Belshe noted that Medicaid (Medi-Cal) is the foundation of reform, a subject which reporters sometimes overlook. Both she and Mulkey noted that California is a national pacesetter when it comes to reform implementation – a story idea in itself.

The session was moderated by Ed Howard, executive vice president of the Alliance for Health Policy.

On Tuesday night, a similar briefing was held at the University of Southern California, featuring Walter Zelman, Ph.D., a professor and director of health science at California State University-Los Angeles; Daniel Zingale, senior vice president of the Healthy California program at The California Endowment; Anthony Wright, executive director for Health Access, a California health care consumer advocacy coalition; and Deborah Crowe, the health care and biotechnology industry reporter for the Los Angeles Business Journal. Howard, of the Alliance for Health Policy, moderated the session.

Zelman posed a number of questions about reform, mostly about exchanges. To a reporter from Orange County, he suggested a story about the origin of the individual mandate – an idea championed by Republicans early on, he noted, and opposed by Obama and many Democrats. To a question about accountable care organizations and bundling, he suggested stories about how fee-for-service medicine is anything but dead.

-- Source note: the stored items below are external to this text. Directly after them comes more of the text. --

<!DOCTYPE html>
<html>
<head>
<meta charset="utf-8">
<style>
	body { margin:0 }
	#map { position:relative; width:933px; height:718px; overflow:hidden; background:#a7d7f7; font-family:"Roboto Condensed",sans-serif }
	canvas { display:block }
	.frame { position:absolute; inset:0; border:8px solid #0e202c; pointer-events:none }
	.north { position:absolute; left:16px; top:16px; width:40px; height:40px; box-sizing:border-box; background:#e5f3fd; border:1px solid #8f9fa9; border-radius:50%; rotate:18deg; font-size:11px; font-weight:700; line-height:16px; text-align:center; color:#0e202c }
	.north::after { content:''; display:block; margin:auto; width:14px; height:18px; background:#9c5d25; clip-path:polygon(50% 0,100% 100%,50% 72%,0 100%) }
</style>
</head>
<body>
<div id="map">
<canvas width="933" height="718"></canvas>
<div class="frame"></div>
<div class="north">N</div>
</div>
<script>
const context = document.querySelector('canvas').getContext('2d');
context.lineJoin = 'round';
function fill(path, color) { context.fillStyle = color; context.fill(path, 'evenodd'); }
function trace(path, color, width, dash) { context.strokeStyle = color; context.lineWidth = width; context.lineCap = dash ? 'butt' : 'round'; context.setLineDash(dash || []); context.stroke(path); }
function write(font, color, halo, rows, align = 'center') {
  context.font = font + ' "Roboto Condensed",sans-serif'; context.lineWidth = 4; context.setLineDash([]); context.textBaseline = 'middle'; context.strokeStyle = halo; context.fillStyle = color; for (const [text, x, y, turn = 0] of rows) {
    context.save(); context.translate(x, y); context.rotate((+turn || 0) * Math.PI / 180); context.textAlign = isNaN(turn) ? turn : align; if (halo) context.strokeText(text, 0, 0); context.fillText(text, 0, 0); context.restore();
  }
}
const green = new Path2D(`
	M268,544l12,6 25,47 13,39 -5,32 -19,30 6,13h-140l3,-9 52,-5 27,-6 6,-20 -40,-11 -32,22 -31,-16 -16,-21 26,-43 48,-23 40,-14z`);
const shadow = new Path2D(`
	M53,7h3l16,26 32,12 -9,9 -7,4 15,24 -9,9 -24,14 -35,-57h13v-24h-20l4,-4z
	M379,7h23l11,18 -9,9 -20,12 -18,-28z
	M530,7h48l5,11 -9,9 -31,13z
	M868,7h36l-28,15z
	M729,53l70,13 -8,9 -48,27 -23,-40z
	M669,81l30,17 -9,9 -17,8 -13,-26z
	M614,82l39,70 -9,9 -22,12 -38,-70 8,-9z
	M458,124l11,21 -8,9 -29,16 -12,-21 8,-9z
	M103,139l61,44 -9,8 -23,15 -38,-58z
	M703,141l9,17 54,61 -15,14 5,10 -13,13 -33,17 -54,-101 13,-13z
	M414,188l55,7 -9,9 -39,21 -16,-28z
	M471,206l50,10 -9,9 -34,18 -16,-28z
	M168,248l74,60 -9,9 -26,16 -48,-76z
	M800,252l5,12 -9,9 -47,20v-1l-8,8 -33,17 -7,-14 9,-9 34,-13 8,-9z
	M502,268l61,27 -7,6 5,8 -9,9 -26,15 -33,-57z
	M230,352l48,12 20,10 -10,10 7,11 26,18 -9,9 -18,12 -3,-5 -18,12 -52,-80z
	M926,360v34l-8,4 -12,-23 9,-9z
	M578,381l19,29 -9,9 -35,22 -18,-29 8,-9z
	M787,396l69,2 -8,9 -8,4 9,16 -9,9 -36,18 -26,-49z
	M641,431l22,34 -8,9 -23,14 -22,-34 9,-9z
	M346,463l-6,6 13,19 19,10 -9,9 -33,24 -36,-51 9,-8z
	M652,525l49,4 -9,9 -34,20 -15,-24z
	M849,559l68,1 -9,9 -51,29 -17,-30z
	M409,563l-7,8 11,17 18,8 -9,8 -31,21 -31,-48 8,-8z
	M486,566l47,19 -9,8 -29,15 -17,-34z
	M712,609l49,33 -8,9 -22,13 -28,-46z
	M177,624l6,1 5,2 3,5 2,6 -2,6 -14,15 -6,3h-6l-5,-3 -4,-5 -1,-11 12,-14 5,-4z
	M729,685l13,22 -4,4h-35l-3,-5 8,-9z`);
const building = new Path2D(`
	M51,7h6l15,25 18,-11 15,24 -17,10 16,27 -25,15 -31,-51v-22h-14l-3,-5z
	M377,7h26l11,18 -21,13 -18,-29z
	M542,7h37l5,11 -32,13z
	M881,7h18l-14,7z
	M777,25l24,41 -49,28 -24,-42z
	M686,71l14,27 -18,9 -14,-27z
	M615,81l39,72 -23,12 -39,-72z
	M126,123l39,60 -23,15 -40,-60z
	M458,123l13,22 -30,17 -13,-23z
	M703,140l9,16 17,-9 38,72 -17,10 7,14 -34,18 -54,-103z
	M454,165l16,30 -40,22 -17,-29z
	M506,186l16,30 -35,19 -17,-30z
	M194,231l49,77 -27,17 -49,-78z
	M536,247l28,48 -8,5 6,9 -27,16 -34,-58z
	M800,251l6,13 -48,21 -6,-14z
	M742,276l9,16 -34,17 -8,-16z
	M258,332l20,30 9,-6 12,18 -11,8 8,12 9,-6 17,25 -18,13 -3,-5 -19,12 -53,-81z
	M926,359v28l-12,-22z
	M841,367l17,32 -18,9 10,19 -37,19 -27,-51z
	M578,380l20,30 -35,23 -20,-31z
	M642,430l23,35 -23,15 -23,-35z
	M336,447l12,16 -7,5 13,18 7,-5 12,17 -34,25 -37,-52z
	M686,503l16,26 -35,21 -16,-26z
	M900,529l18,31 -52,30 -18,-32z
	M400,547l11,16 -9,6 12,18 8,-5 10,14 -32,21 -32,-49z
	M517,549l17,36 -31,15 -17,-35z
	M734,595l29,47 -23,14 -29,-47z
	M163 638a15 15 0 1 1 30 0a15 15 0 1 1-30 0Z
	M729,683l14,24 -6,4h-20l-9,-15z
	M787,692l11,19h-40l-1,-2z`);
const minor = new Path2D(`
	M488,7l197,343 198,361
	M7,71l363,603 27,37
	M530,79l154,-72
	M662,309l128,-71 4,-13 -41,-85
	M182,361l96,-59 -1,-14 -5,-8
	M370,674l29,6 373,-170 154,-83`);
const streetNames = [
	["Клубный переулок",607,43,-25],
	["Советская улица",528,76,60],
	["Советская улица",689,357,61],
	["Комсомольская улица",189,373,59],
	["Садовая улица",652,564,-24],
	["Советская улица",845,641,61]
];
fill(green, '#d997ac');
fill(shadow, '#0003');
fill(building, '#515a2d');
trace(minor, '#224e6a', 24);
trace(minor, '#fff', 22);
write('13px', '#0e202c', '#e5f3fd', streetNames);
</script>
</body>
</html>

Wright offered a look at what’s happening in Sacramento, including a hearing held just a few hours before the briefing.

Zingale mentioned the importance of prevention, and how the ACA encourages prevention. He too pointed out how nonprofits in the state can team up with reporters to educate people about the ACA. He said that the more people know about the law, the better they like it.

From a reporter’s perspective, Crowe offered several practical story ideas that reporters can start writing about today.

John Gonzales  of the California HealthCare Foundation Center for Health Reporting wrote about the panel and Michelle Levander of the California Endowment Health Journalism Fellowships program offers some of the story ideas mentioned by the panelists.

Special thanks to Colleen Paretty, chair of the Bay Area chapter, and Bill Erwin, of the Alliance for Health Policy, for contributing details about the panel discussions for this post.